REMINDER: This is today and tomorrow!
I want to thank Amber D. and the comments on Facebook for reminding me about the Sams Club event coming up the next few days.
From August 5th to the 7th Sam’s Club is having a back to school open house. Anyone can shop there with no charge and you don’t have to have a card. Plus, you will not be charged the 10% up-charge when you shop there and are not a member.
This would be a good time to see what they have and check prices.
- My list of 5 things that I WILL buy at Sam’s Club you can go HERE.
- My list of 5 things I WON’T buy HERE.
Sam’s Club also offers a free meal planning site HERE. You will find a free guide to seven different ways to get the maximum use out of a weekday food staple.

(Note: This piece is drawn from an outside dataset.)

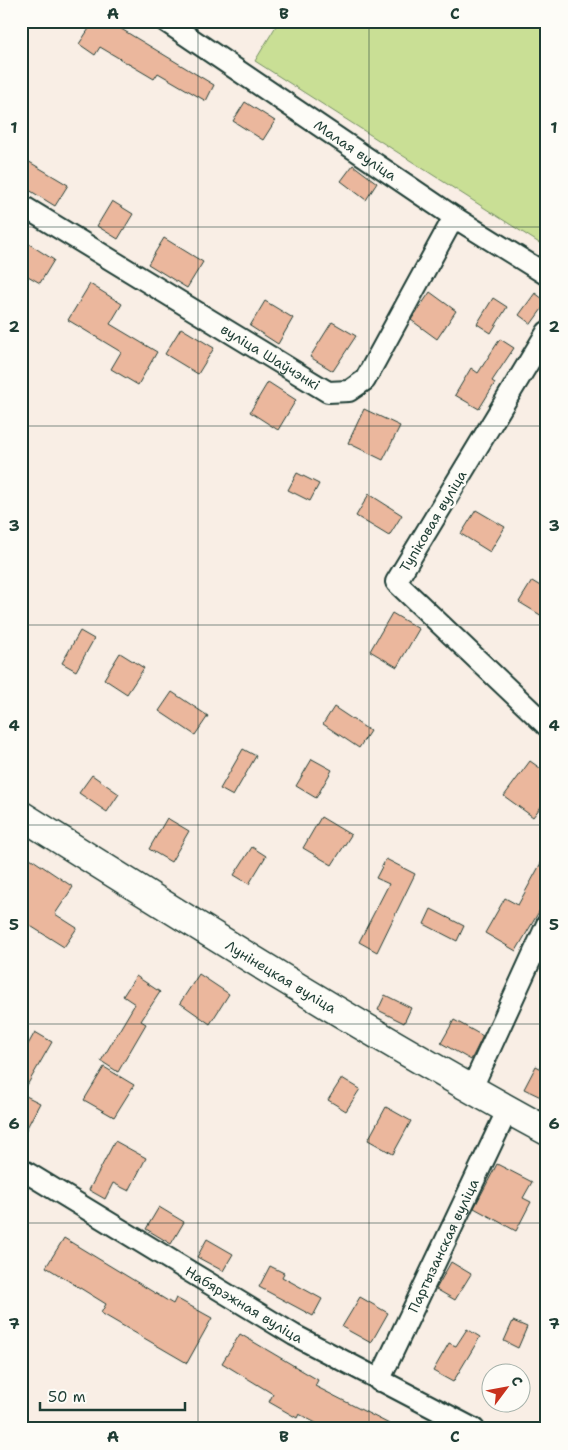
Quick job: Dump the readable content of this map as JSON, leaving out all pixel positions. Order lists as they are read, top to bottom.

This is the recipe they included, for the picture above:
Strawberry Panna Cotta Recipe
Preparation Time: 25 Minutes
Servings: 6
Ingredients
Panna Cotta:
- Vegetable oil
- 2 tablespoons plus 1 teaspoon water
- 2 teaspoons (1 pkt.) unflavored gelatin (use 1½ teaspoon if you prefer a softer texture)

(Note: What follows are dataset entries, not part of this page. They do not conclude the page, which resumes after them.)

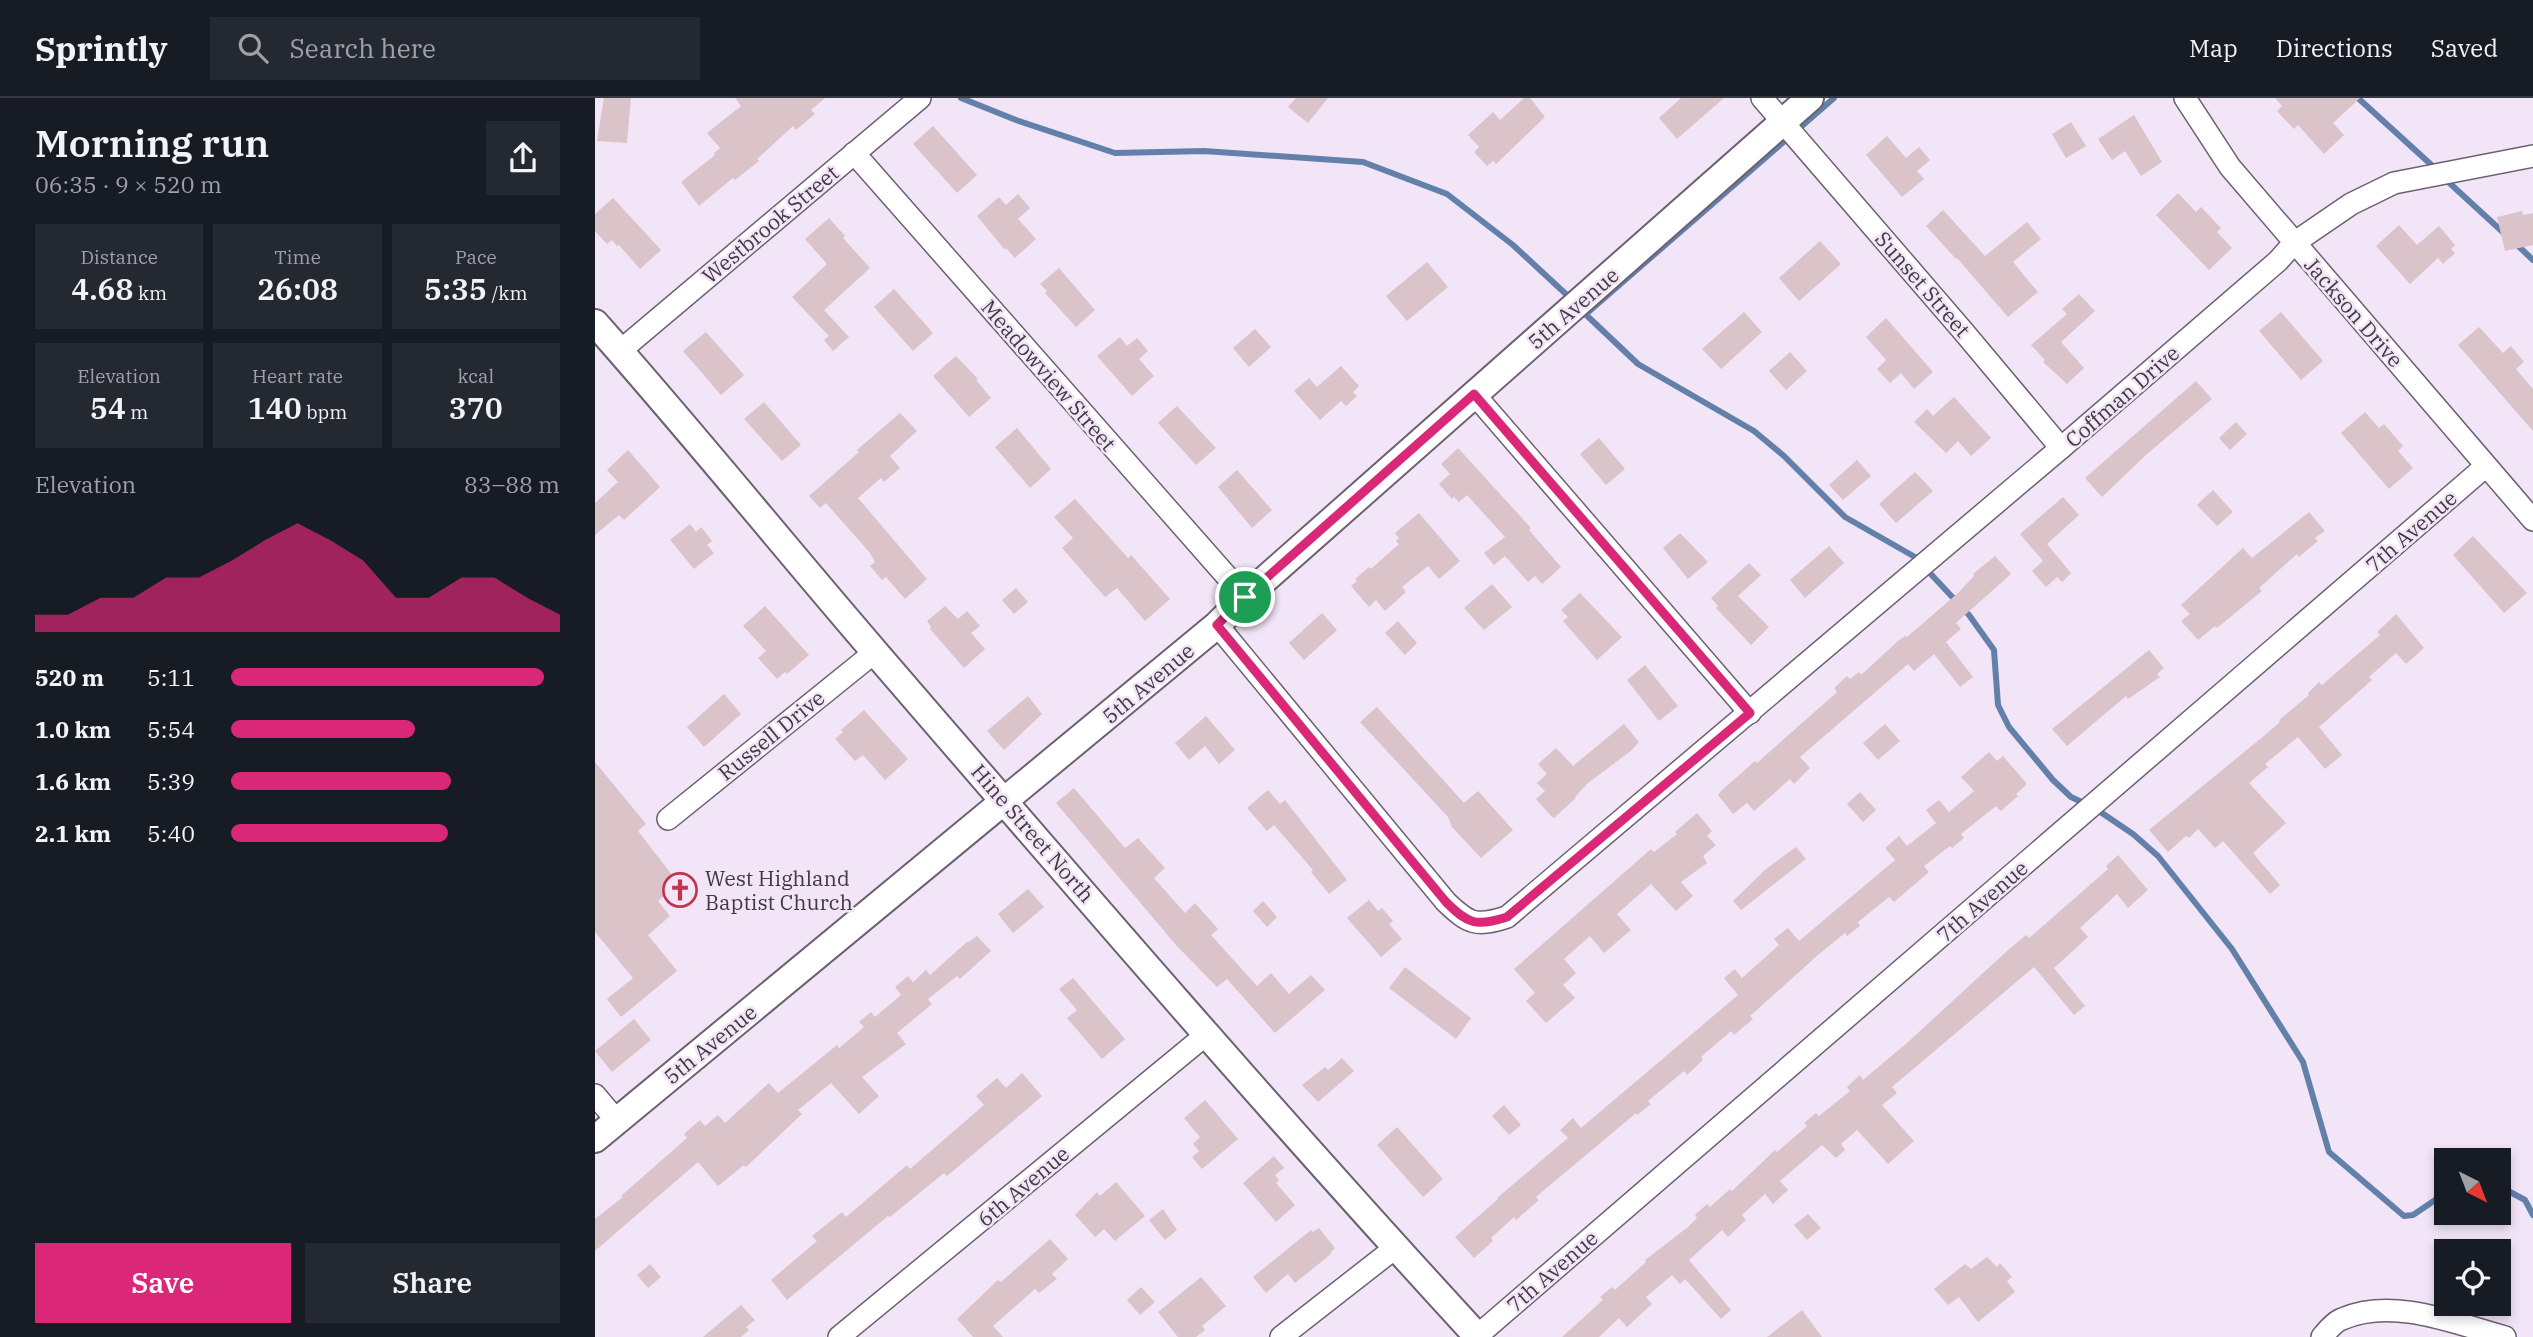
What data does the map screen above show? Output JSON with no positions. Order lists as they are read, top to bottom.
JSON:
{
  "streets": {
    "street": [
      "Westbrook Street",
      "Sunset Street",
      "5th Avenue",
      "Jackson Drive",
      "Meadowview Street",
      "Coffman Drive",
      "7th Avenue",
      "Russell Drive",
      "Hine Street North",
      "6th Avenue"
    ]
  },
  "crossings": [
    ["Westbrook Street", "Meadowview Street"],
    ["Westbrook Street", "Hine Street North"],
    ["Sunset Street", "5th Avenue"],
    ["Sunset Street", "Coffman Drive"],
    ["5th Avenue", "Meadowview Street"],
    ["5th Avenue", "Coffman Drive"],
    ["5th Avenue", "Hine Street North"],
    ["Jackson Drive", "Coffman Drive"],
    ["Jackson Drive", "7th Avenue"],
    ["7th Avenue", "Hine Street North"],
    ["Russell Drive", "Hine Street North"],
    ["Hine Street North", "6th Avenue"]
  ],
  "places": {
    "church": ["West Highland Baptist Church"]
  },
  "north": "bottom right",
  "page": {
    "header": "Sprintly",
    "search": "Search here",
    "nav": ["Map", "Directions", "Saved"],
    "heading": ["Morning run", "06:35 · 9 × 520 m"],
    "stats": [
      ["Distance", "4.68 km"],
      ["Time", "26:08"],
      ["Pace", "5:35 /km"],
      ["Elevation", "54 m"],
      ["Heart rate", "140 bpm"],
      ["kcal", "370"]
    ],
    "chart": ["Elevation", "83–88 m"],
    "list": [
      {
        "name": "520 m",
        "note": "5:11"
      },
      {
        "name": "1.0 km",
        "note": "5:54"
      },
      {
        "name": "1.6 km",
        "note": "5:39"
      },
      {
        "name": "2.1 km",
        "note": "5:40"
      }
    ],
    "buttons": ["Save", "Share"]
  }
}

- 1 cup plain whole-milk yogurt or buttermilk
- 2 cups whipping cream
- ½ teaspoon vanilla extract
- ½ cup sugar
Strawberry:
- 2 pints strawberries, hulled, thinly sliced
- 3 tablespoons balsamic vinegar
- 1 tablespoon sugar
- Optional: ½ teaspoon freshly ground black pepper
Cooking Directions
For Panna Cotta:
- Lightly oil custard cups
- Pour water into small bowl. Sprinkle gelatin over water. Let stand until softened, about 15 minutes.

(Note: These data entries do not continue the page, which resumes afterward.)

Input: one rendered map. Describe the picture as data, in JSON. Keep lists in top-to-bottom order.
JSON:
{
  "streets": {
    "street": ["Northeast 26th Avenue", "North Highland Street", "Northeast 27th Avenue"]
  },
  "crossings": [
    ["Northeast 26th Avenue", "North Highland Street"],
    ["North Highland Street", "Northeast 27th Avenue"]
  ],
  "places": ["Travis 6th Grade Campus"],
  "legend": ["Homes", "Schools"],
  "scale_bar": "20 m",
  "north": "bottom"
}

- Mix yogurt, 1-cup cream and vanilla in a large bowl.
- Heat remaining 1 cup cream and sugar in a small saucepan over medium heat, stirring until sugar is dissolved and cream comes to a simmer. Remove from heat.
- Add gelatin mixture to pan, stirring to dissolve gelatin. Mix hot cream-gelatin mixture into yogurt mixture in bowl.
- Divide mixture among six ¾-cup ramekins. Refrigerate dessert uncovered until cold, then cover and refrigerate overnight or at least 4 hours.
For strawberries:
- Toss strawberries, vinegar, sugar (and pepper, optional) in large bowl to combine.
- Let stand 30 minutes, tossing occasionally.
- To serve: Run a small knife around the edge of each custard to loosen. Invert onto your serving plates then top with the strawberry sauce.